== Problem ==
Needed from the entries below: every line that holds the word "Marinha".

(Items from a dataset)
---

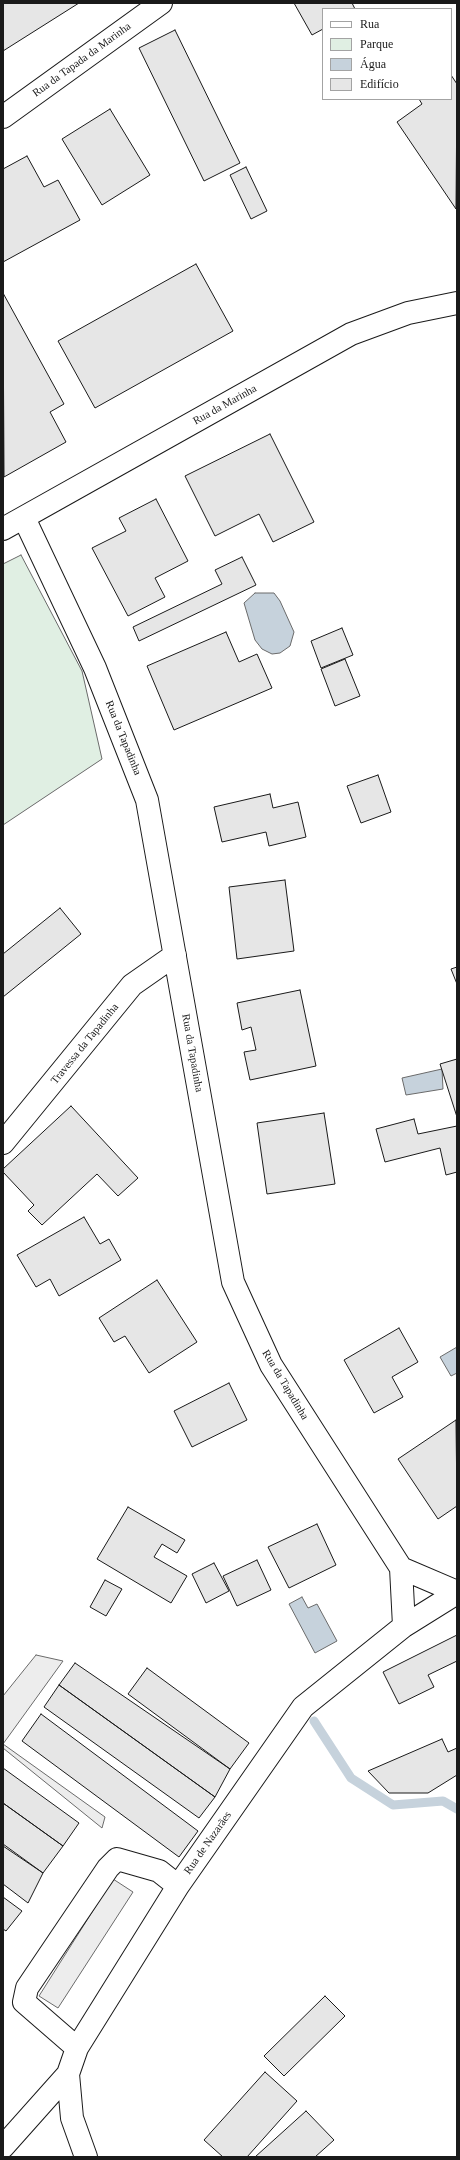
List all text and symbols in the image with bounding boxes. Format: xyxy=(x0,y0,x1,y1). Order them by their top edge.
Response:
legend xyxy=(322,8,452,100)
text: Rua xyxy=(360,17,379,31)
street label: Rua da Tapada da Marinha xyxy=(30,20,134,100)
text: Parque xyxy=(360,37,393,51)
text: Água xyxy=(360,57,386,71)
text: Edifício xyxy=(360,77,399,91)
street label: Rua da Marinha xyxy=(191,382,259,428)
street label: Rua da Tapadinha xyxy=(102,699,144,777)
street label: Travessa da Tapadinha xyxy=(48,1001,122,1087)
street label: Rua da Tapadinha xyxy=(179,1013,205,1093)
street label: Rua da Tapadinha xyxy=(259,1348,311,1422)
street label: Rua de Nazarães xyxy=(181,1809,235,1877)

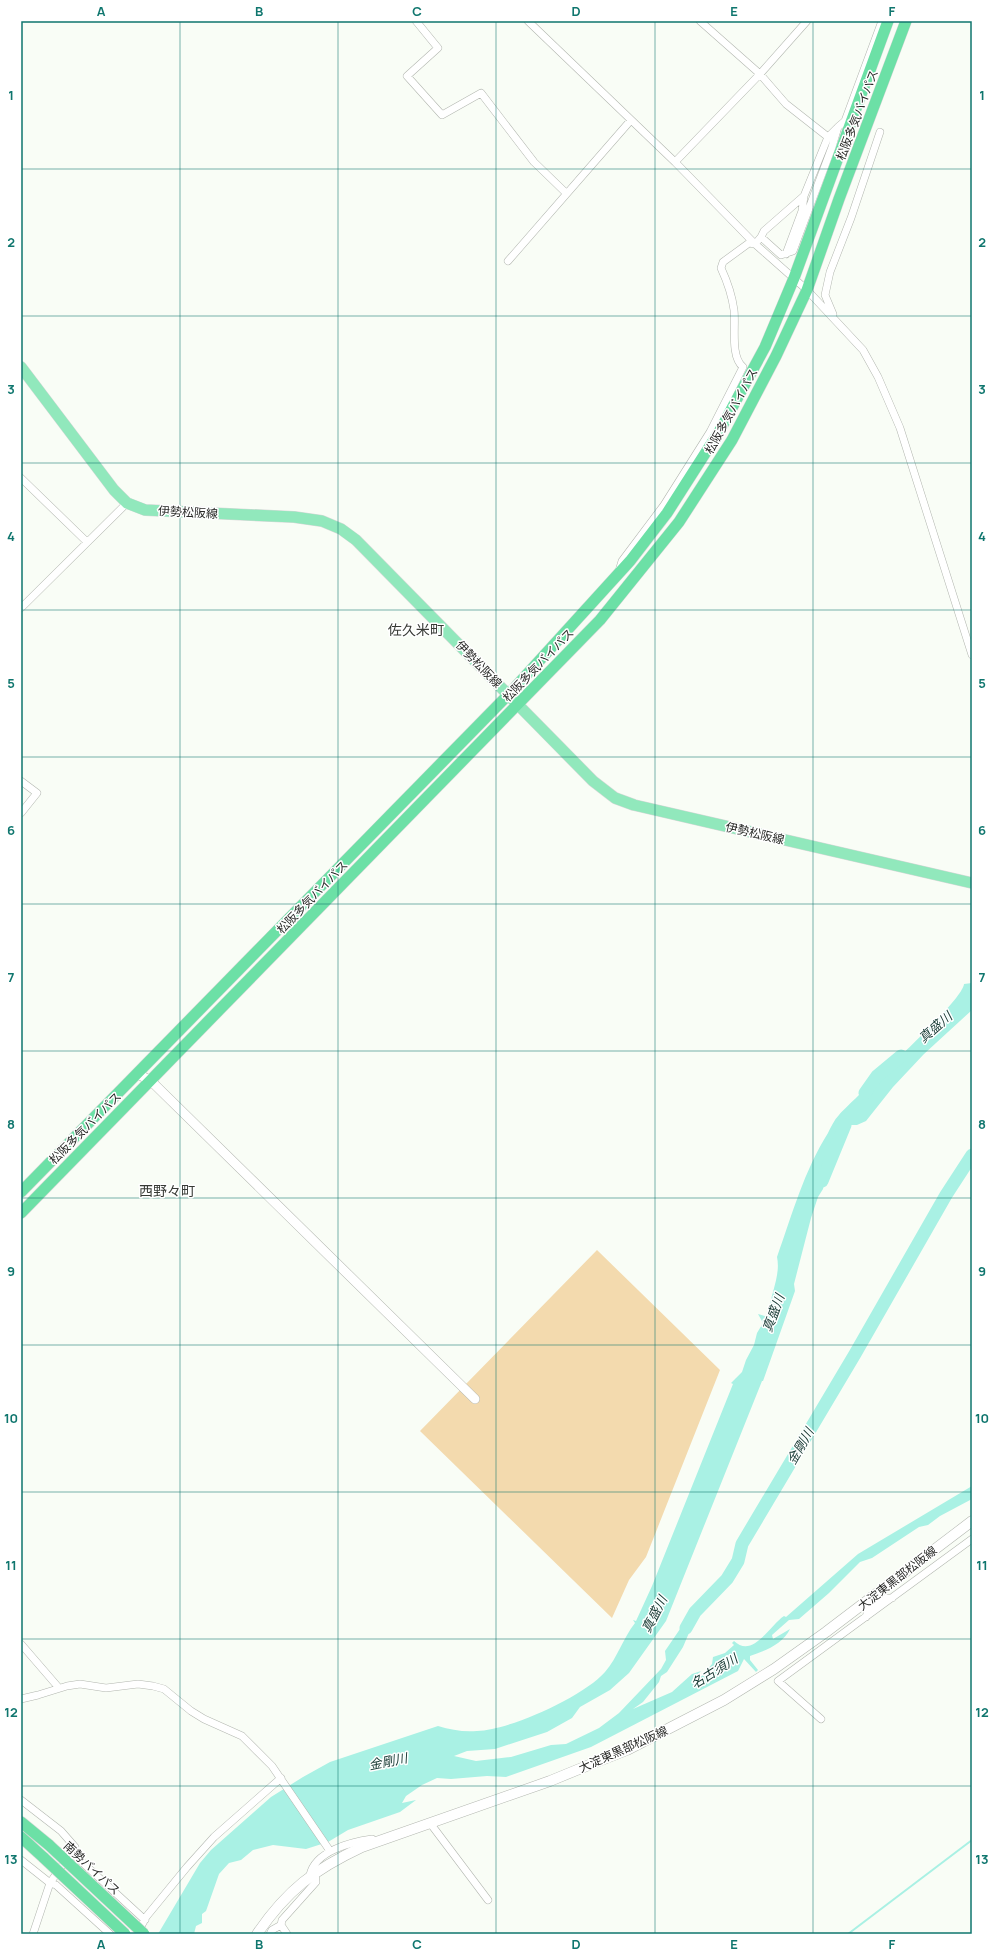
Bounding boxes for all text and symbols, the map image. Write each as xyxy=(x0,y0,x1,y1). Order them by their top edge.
text: A xyxy=(97,2,106,20)
text: B xyxy=(255,2,263,20)
text: C xyxy=(412,2,422,20)
text: D xyxy=(571,2,581,20)
text: E xyxy=(730,2,738,20)
text: F xyxy=(889,2,896,20)
street label: 松阪多気バイパス xyxy=(832,67,882,163)
text: 1 xyxy=(8,86,14,104)
text: 1 xyxy=(979,86,985,104)
text: 2 xyxy=(7,233,15,251)
text: 2 xyxy=(978,233,986,251)
street label: 松阪多気バイパス xyxy=(700,365,762,457)
text: 3 xyxy=(7,380,15,398)
text: 3 xyxy=(978,380,986,398)
street label: 伊勢松阪線 xyxy=(158,502,218,522)
text: 4 xyxy=(7,527,15,545)
text: 4 xyxy=(978,527,986,545)
district label: 佐久米町 xyxy=(388,620,444,639)
street label: 松阪多気バイパス xyxy=(499,625,577,705)
street label: 伊勢松阪線 xyxy=(452,637,506,691)
text: 5 xyxy=(7,674,15,692)
text: 5 xyxy=(978,674,986,692)
street label: 伊勢松阪線 xyxy=(724,818,786,848)
text: 6 xyxy=(7,821,15,839)
text: 6 xyxy=(978,821,986,839)
street label: 松阪多気バイパス xyxy=(273,857,351,937)
text: 7 xyxy=(8,968,15,986)
text: 7 xyxy=(979,968,986,986)
water label: 真盛川 xyxy=(914,1006,957,1047)
street label: 松阪多気バイパス xyxy=(45,1088,125,1168)
text: 8 xyxy=(7,1115,15,1133)
text: 8 xyxy=(978,1115,986,1133)
district label: 西野々町 xyxy=(139,1181,195,1200)
text: 9 xyxy=(7,1262,15,1280)
text: 9 xyxy=(978,1262,986,1280)
water label: 真盛川 xyxy=(758,1290,789,1334)
text: 10 xyxy=(4,1409,18,1427)
text: 10 xyxy=(975,1409,989,1427)
water label: 金剛川 xyxy=(782,1423,819,1467)
street label: 大淀東黒部松阪線 xyxy=(854,1542,940,1614)
text: 11 xyxy=(5,1556,17,1574)
text: 11 xyxy=(976,1556,988,1574)
water label: 真盛川 xyxy=(637,1591,672,1635)
water label: 名古須川 xyxy=(687,1649,743,1692)
text: 12 xyxy=(4,1703,18,1721)
text: 12 xyxy=(975,1703,989,1721)
street label: 大淀東黒部松阪線 xyxy=(576,1722,670,1776)
water label: 金剛川 xyxy=(367,1748,411,1774)
street label: 南勢バイパス xyxy=(60,1837,124,1899)
text: 13 xyxy=(4,1850,18,1868)
text: 13 xyxy=(975,1850,989,1868)
text: A xyxy=(97,1935,106,1953)
text: B xyxy=(255,1935,263,1953)
text: C xyxy=(412,1935,422,1953)
text: D xyxy=(571,1935,581,1953)
text: E xyxy=(730,1935,738,1953)
text: F xyxy=(889,1935,896,1953)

---

== Response ==
street label: Rua da Tapada da Marinha xyxy=(30,20,134,100)
street label: Rua da Marinha xyxy=(191,382,259,428)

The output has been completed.